La situation décrite par Me Jean-Pierre Ménard dans sa missive datée du 2 juin, dont nous avons obtenu copie, est on ne peut plus préoccupante. 

D'emblée, l'avocat montréalais spécialisé en santé explique avoir eu, au fil des ans, plusieurs dossiers concernant la qualité des soins et le respect des droits des usagers sur le territoire du CISSS des Îles-de-la-Madeleine. S'il a décidé d'écrire au sous-ministre Bureau, c'est qu'il savait qu'une délégation devait se rendre aux Îles du 7 au 9 juin et qu'il voulait attirer l'attention du Ministère sur de nouvelles informations reçues à son bureau, explique Me Ménard en entrevue au Soleil.

Formation inadéquate

Une des situations exposées par l'avocat dans sa lettre concerne la clinique de chimiothérapie du CISSS des Îles. Pendant plusieurs années, explique Me Ménard, les traitements de chimiothérapie étaient assurés par deux internistes. Entre 2013 et 2016, ces deux médecins auraient adressé plusieurs demandes à l'administration du CISSS pour obtenir des ressources adéquates de façon à bien desservir les patients du territoire. L'administration aurait refusé, menant éventuellement, à quelques semaines d'intervalles, à la démission de l'un et au départ en congé maladie pour épuisement professionnel de l'autre.

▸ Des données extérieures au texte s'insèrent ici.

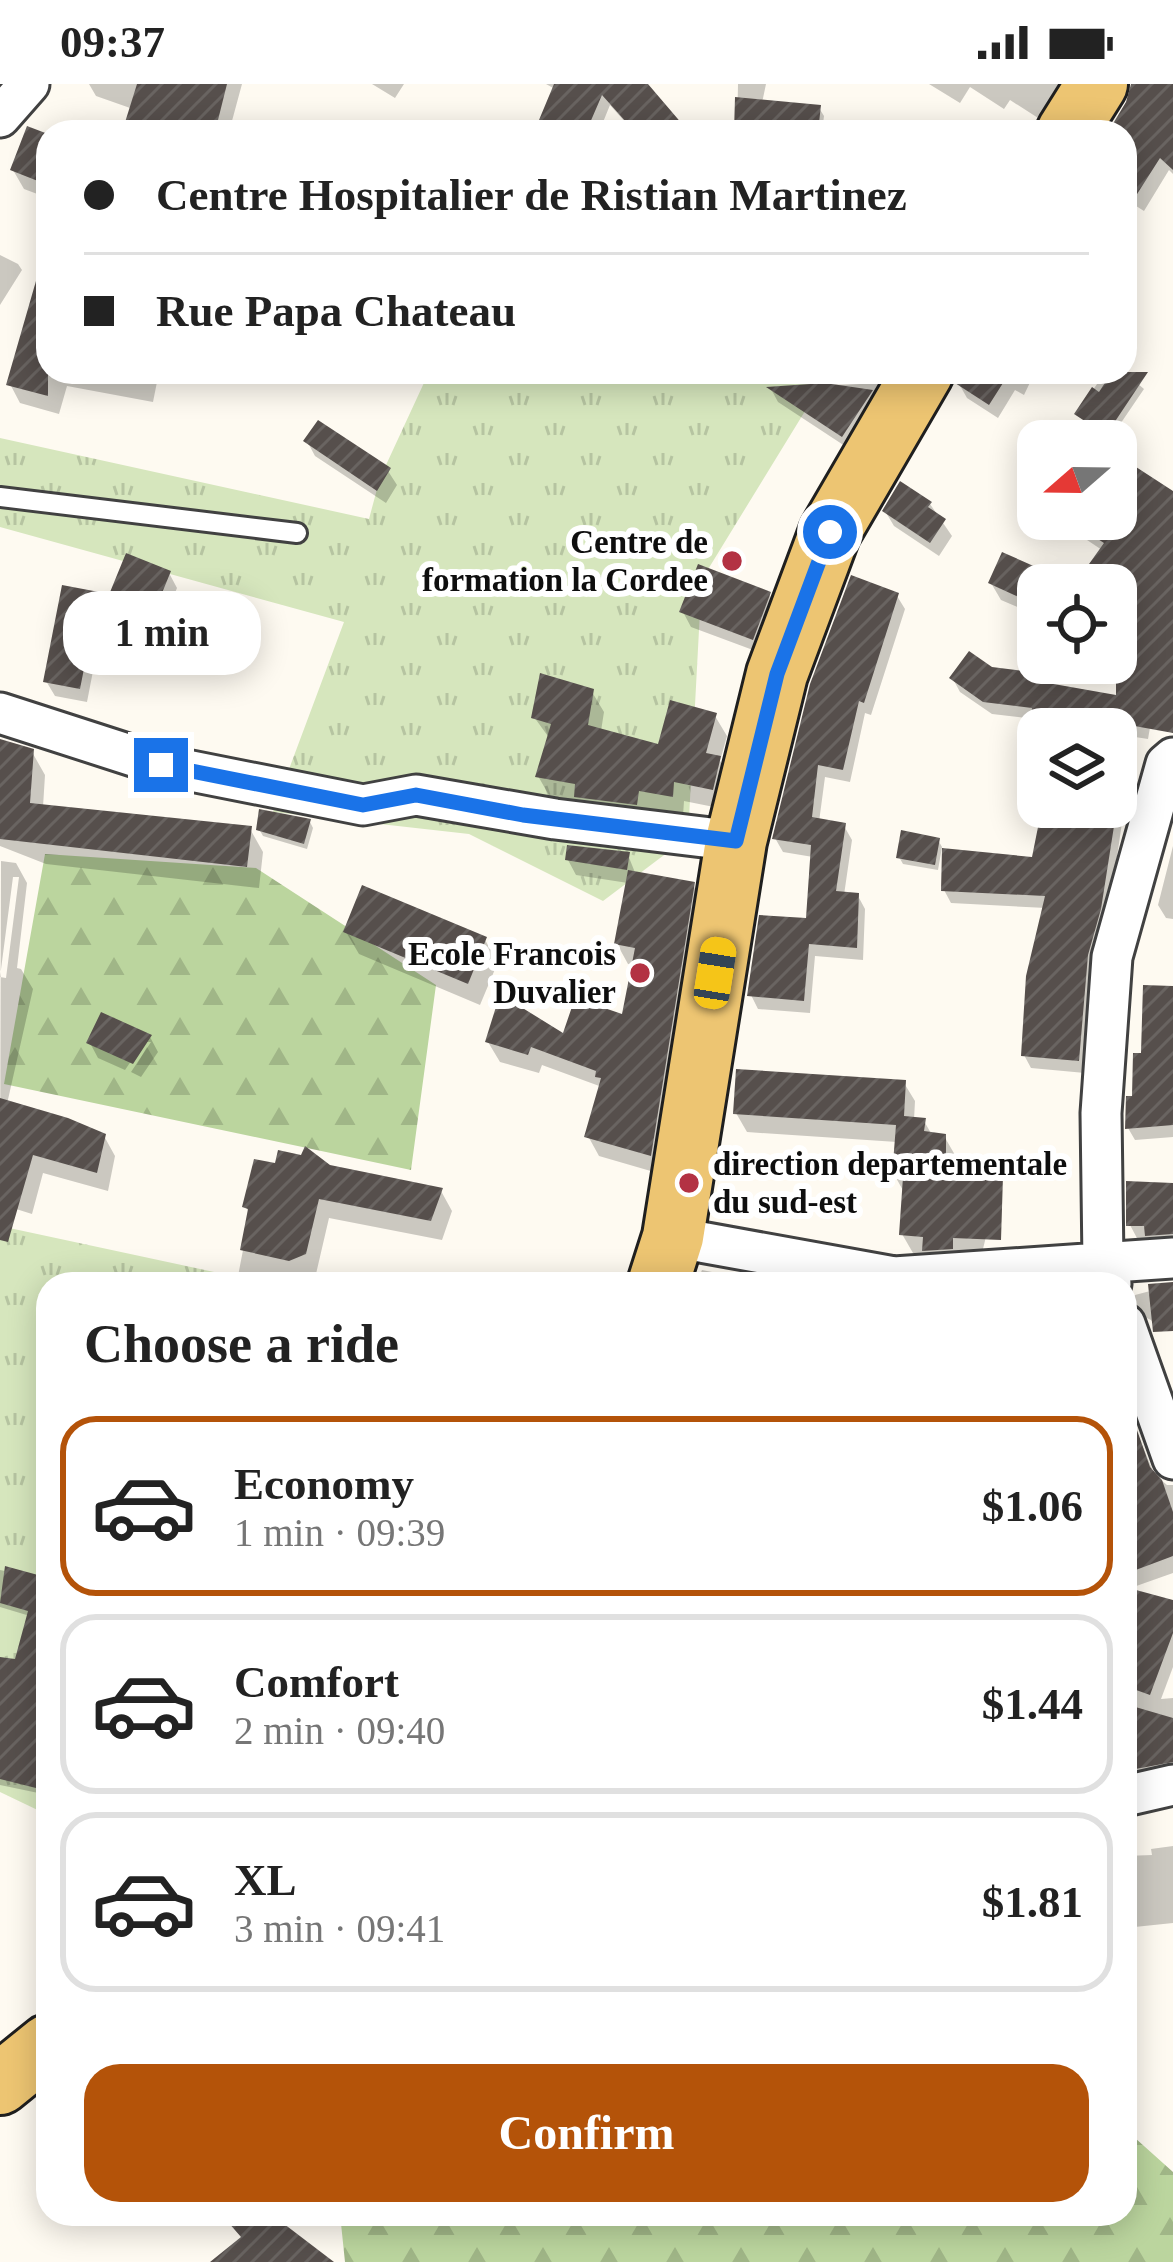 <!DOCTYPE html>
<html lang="en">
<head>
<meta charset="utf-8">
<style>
  :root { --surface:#fff; --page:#f6f6f6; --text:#222; --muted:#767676; --line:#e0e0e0; --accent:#b45309 }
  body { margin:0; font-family:Georgia,serif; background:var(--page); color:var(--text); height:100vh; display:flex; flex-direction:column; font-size:45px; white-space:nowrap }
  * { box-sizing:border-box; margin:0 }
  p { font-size:39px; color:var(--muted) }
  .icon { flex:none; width:66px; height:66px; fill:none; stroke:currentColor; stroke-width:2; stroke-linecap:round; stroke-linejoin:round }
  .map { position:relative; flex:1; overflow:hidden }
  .panel { position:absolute; left:36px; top:1188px; width:1101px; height:954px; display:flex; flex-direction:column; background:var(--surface); border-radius:36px; box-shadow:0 6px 30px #0003 }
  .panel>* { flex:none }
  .top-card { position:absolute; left:36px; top:36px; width:1101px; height:264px; border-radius:36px; box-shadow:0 6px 30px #0003; display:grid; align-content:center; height:264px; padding:0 48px; background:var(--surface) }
  .needle { width:78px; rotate:250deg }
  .tools { position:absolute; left:1017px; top:336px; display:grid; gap:24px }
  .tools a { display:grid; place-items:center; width:120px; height:120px; border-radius:24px; background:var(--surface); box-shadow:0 6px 30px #0003; font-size:60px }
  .end { position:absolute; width:54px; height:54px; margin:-27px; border:15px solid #1a73e8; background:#fff; box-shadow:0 0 0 6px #fff }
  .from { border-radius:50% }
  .bubble { position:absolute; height:84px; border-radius:36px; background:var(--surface); box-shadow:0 6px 30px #0003; font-size:39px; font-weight:800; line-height:84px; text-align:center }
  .car { position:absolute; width:36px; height:72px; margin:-36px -18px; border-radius:15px; box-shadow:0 0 9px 3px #0007; background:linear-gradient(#f5c518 24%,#345 0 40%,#f5c518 0 76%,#345 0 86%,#f5c518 0) }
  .top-card b { display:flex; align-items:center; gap:42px; height:114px; font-size:45px }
  .top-card b+b { border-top:3px solid var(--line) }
  .top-card i { width:30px; height:30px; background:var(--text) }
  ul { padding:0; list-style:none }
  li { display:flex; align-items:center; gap:36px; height:180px; margin:0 24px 18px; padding:0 24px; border:6px solid var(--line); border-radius:36px }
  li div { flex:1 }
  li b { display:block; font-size:45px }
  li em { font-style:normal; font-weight:800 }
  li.active { border-color:var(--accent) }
  li>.icon { width:108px; height:108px; stroke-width:1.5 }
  h2 { padding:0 48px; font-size:54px; line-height:144px }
  .action { display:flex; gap:24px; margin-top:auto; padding:24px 48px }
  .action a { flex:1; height:138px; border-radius:36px; background:var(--accent); color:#fff; font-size:48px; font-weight:800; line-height:138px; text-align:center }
  .status { display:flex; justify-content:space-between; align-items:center; height:84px; padding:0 60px; background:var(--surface); direction:ltr }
  .status svg { height:33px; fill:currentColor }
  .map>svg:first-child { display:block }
</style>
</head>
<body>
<div class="status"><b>09:37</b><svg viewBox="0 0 49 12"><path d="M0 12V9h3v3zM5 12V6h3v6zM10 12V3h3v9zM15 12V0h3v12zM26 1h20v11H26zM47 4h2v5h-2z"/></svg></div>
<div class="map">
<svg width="1173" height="2178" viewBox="0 0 1173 2178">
  <defs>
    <pattern id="grass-tufts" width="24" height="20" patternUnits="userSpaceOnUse" patternTransform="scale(3)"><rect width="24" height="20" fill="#d6e6bd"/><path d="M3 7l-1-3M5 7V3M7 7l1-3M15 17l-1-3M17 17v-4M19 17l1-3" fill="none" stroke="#b6c4a1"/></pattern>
    <pattern id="forest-firs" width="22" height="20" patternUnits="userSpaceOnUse" patternTransform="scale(3)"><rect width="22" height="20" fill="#bbd59e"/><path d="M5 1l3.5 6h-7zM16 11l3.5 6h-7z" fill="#a0b687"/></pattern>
    <pattern id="building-hatch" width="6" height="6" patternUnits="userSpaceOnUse" patternTransform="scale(3)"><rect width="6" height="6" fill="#564f4c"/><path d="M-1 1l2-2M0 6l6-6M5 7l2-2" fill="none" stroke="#696461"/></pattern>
  </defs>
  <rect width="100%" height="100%" fill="#fefaf1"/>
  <path fill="url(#grass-tufts)" d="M429 288H829L707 487 700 527 688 753 603 817 469 750 273 728 344 538 0 443V354L369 435 380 394Z
    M0 1142 270 1200H48V1731L0 1708Z"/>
  <path fill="url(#forest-firs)" d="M45 770 256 784 436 901 411 1086 4 1000Z
    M1125 2045 1173 2088V2178H345L340 2130H1125Z"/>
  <path fill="#0003" fill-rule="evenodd" d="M89 0H242L229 48H126L133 25 96 12Z
    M372 0H404L395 14Z
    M546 0H642L658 48H634L610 21 599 48H537L555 5Z
    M738 0H766L762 19 819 24 824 32 822 48H737Z
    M929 0H1075L1049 41 1010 16 1004 25 970 3 960 19Z
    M1134 0H1173V90L1169 86 1144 127 1125 115V48H1111L1129 20Z
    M48 53V114L24 105 13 86Z
    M0 171 18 180 22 186 0 221Z
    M48 217V288H159L153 318 67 302 59 330 20 319 10 300Z
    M958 288H1035L1024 311 1015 306 998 334 967 314 958 298Z
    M1105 288H1124L1144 305 1110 355 1077 330Z
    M877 299 885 313 851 366 778 318 771 305Z
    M307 357 388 387 397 401 386 419 315 372Z
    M1116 373 1173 410V623L1110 579H1116V501H1078L1102 466 1078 450 1069 435H1116Z
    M930 420 952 452 939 472 894 442 885 427Z
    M1003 472 1068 501H1038V532L1001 516 991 499Z
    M169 489 177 504 159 549 118 533 109 518Z
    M97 510 105 525 87 618 55 612 46 597Z
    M769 510 777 525 761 569 691 543 683 528Z
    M897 512 905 525 871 631 865 629 850 698 825 693 819 738 844 742 852 756 844 811 858 812 865 825 863 876 815 872 810 929 758 925 751 911 809 838 813 773 783 768 775 754Z
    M990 586 1030 591 1035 600 1152 632 1148 655 1135 653 1132 675 1116 676V645H1038V691H1034L1027 678 1034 635 992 630 960 608 953 595Z
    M592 608 604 628 601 647 660 663 715 632 727 652 720 677 731 695 724 725 684 717 683 732 650 726 647 740 588 733 580 717 550 713 538 692 550 655 534 633Z
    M0 660 32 668 45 691 43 723 250 745 263 768 259 804 46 780 0 762Z
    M1116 691 1127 705 1085 989 1031 984 1024 971 1046 824 951 819 944 806 1034 777 1045 723H1116Z
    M310 738 313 744 307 765 263 752 259 745Z
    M938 756 942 763 938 786 903 780 899 773Z
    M1173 762V835L1166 834 1158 821Z
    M628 771 636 791 693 801 704 820 661 1090 599 1072 588 1052 602 1003 542 981 539 989 500 978 488 958 565 953 624 934 635 881 628 880 617 860 628 799 576 791 568 776Z
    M1 777 16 779 27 799 17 884 21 885 33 905 7 1020 104 1052 115 1072 108 1107 43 1089 32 1130 0 1120ZM13 793H19L6 894 0 893Z
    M346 848 485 856 498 878 480 921 359 870Z
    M1173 905V1053L1135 1056 1128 1044 1144 973Z
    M150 953 158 968 141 993 131 988 151 958H144L125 986 98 974 90 959Z
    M904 999 915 1017 914 1036 924 1037 932 1051 944 1052 955 1071V1093L996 1112 981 1173 936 1185 928 1170 913 1169 902 1150 905 1110 895 1092 897 1058 747 1048 736 1029Z
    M329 1084 441 1107 452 1127 442 1156 329 1134 316 1190 285 1200H243L238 1192 250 1130 246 1123Z
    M1173 1102V1162L1138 1156 1130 1141Z
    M702 1186 773 1200H696Z
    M1173 1201V1246L1159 1247 1151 1236 1140 1231 1132 1216 1135 1211Z
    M1125 1319 1154 1390 1167 1401H1173V1489L1125 1506 1173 1519V1583L1161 1615 1173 1614V1692L1125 1699Z
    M0 1486 48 1496V1711L0 1701V1576L17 1578 30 1532 0 1523Z
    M1173 1762V1839L1125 1844V1772L1152 1771 1151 1765Z"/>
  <path fill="url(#building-hatch)" d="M137 0H227L215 48H122Z
    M554 0H648L689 48H635L602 11 586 48H534Z
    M1131 0H1173V86L1160 74 1125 129V48H1108L1126 18Z
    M735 13 821 21 818 48H734Z
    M27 42 48 50V101L10 86Z
    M40 183 48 184V312L6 301Z
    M957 288H1010L989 321 955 299Z
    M1112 288H1148L1106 351 1074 330 1092 303 1099 308Z
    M825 299 873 306 842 353 766 303Z
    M318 336 391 384 377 407 303 357Z
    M1116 370 1173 407V649L1129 641V645H1029L1032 624 983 618 949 594 969 567 992 583 1031 588V596L1116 611V498L1089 480 1104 459 1067 435H1116Z
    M900 397 932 418 928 423 946 435 930 459 882 427Z
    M1002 468 1038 484V522L988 499Z
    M126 469 171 487 151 536 106 518Z
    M698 480 771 508 753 556 679 528Z
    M851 491 899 509 864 619 859 617 843 686 818 681 812 733 846 739 836 807 859 809 857 864 809 860 804 917 747 912 759 831 806 834 811 761 772 755 810 600Z
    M62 501 99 508 80 605 43 598Z
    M540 589 594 605 588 641 658 660 670 616 717 629 706 669 721 672 713 706 674 698 673 713 639 707 637 721 574 713 575 700 535 693 551 640 531 634Z
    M0 655 34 665 30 719 252 742 247 783 0 755Z
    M1042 723H1117L1101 825 1088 871 1079 977 1021 972 1026 892 1045 812 941 807 942 764 1032 773Z
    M259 725 311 735 304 760 256 746Z
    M901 746 940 754 935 781 896 774Z
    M567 761 630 768 627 786 565 776Z
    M628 786 695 798 651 1072 584 1053 601 994 595 993 596 987 531 963 528 971 485 958 500 910 563 949 575 914 622 930 635 864 614 860Z
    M362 801 487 853 468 900 343 848Z
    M1143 901 1173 902V1041L1125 1045 1126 1012H1132L1133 969H1141Z
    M101 928 152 951 133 980 86 959Z
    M736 985 906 996 904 1032 926 1034 924 1047 946 1050V1089L1003 1092 1001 1156 953 1154V1165L922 1167 923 1153 899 1151 903 1093 892 1092 896 1041 733 1030Z
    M0 1014 68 1034 106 1050 97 1089 33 1071 8 1158 0 1156Z
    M305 1062 330 1081 443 1104 431 1137 319 1115 306 1170 289 1177 240 1166 248 1125 242 1123 254 1075 275 1079 278 1066 301 1071Z
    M1126 1097 1173 1099V1150L1145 1152 1144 1142H1126Z
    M1173 1198V1247L1153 1248 1148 1200Z
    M1125 1312 1150 1383 1162 1396 1173 1428V1472L1125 1490Z
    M5 1482 38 1491 39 1486 48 1487V1707L0 1695V1573L15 1575 28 1527 0 1519Z
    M1125 1503 1173 1516V1549L1150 1611 1125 1602Z
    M1132 1622 1173 1634V1678L1125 1687V1644Z
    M221 2130H271L334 2178H210L241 2153Z"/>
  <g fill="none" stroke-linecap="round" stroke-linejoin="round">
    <g stroke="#414141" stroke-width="24">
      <path id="service" d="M0 413 297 449"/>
    </g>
    <g stroke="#414141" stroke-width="45">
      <path id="minor" d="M0 33 29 0
        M0 629 161 681 363 721 416 711 555 735 736 757
        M673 1153 894 1193 1173 1174
        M1111 1200 1103 1178 1101 1029 1112 873 1166 680 1173 674
        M1125 1240 1173 1375
        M1125 1712 1173 1701"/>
    </g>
    <g stroke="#1f1f1f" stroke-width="66">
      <path id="primary" d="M1067 48 1097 0
        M658 1200 673 1153 736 757 777 590 830 448 923 288
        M0 2000 48 1961"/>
    </g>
    <use href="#service" stroke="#fff" stroke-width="18"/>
    <use href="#minor" stroke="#fff" stroke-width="39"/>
    <use href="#primary" stroke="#edc572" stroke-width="60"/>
  </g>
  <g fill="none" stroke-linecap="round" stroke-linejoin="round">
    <path stroke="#1a73e8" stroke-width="15" d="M161 681 363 721 416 711 523 731 736 757 777 590 830 448"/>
  </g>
  <g fill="#b33243" stroke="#fff" stroke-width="4.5">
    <circle cx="732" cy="477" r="12"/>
    <circle cx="640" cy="889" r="12"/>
    <circle cx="689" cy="1099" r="12"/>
  </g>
  <g text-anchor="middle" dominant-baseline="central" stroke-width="12" stroke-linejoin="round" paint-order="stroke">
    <g font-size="33" font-weight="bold" fill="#0e0e0e" stroke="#fff" text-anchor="end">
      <text x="708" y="458">Centre de<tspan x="708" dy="38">formation la Cordee</tspan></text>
      <text x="616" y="870">Ecole Francois<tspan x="616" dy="38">Duvalier</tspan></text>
      <text x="713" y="1080" text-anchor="start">direction departementale<tspan x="713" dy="38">du sud-est</tspan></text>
    </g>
  </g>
</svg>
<div class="tools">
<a><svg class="needle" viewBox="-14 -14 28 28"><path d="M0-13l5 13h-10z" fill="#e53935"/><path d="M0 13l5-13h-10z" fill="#767676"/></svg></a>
<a><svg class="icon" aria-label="locate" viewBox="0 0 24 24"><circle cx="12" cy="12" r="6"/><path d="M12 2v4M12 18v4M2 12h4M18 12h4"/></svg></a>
<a><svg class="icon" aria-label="layers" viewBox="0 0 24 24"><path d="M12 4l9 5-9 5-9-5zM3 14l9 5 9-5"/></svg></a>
</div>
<i class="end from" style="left:830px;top:448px"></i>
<i class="end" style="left:161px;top:681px"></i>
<div class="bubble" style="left:63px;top:507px;width:198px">1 min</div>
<i class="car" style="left:715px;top:889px;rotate:9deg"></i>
<div class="top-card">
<b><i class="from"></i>Centre Hospitalier de Ristian Martinez</b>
<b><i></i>Rue Papa Chateau</b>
</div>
<section class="panel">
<h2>Choose a ride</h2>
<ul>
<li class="active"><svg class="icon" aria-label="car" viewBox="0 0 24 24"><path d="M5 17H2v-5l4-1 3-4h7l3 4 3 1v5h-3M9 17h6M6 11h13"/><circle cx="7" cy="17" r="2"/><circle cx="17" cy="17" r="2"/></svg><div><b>Economy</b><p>1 min · 09:39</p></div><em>$1.06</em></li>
<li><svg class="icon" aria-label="car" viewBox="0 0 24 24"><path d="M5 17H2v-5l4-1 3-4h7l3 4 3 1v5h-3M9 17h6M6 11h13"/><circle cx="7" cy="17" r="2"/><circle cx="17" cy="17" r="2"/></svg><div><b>Comfort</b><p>2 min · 09:40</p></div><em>$1.44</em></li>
<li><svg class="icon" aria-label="car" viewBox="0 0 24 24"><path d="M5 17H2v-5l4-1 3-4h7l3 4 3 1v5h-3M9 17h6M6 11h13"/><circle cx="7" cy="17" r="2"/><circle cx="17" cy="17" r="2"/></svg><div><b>XL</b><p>3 min · 09:41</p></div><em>$1.81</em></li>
</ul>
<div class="action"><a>Confirm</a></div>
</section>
</div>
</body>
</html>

La solution privilégiée par le CISSS aurait alors été de déléguer à huit omnipraticiens l'administration de traitements de chimiothérapie sous la supervision à distance des médecins hémato-oncologues du Centre hospitalier universitaire de Québec (CHUQ). «Selon les informations dont nous disposons, plusieurs de ces médecins n'auraient pas suivi de formation appropriée pour administrer des traitements de chimiothérapie. Cela soulève d'importantes préoccupations sur la qualité des soins prodigués aux patients de chimiothérapie», écrit Me Ménard au sous-ministre Bureau.

À 1000 km de chez soi

L'avocat souligne par ailleurs que, suivant cette solution, chaque nouveau cas soupçonné de cancer et chaque suivi trimestriel seraient à présent transférés au CHUQ, occasionnant d'importants coûts en ressources financières et d'importants inconvénients aux patients de chimiothérapie, «une clientèle déjà très vulnérable». «Le fait pour une personne atteinte de cancer de devoir subir l'épreuve de la chimiothérapie [...] à 1000 kilomètres de son domicile et de sa famille peut devenir une source importante d'angoisse et de souffrance», expose Me Ménard.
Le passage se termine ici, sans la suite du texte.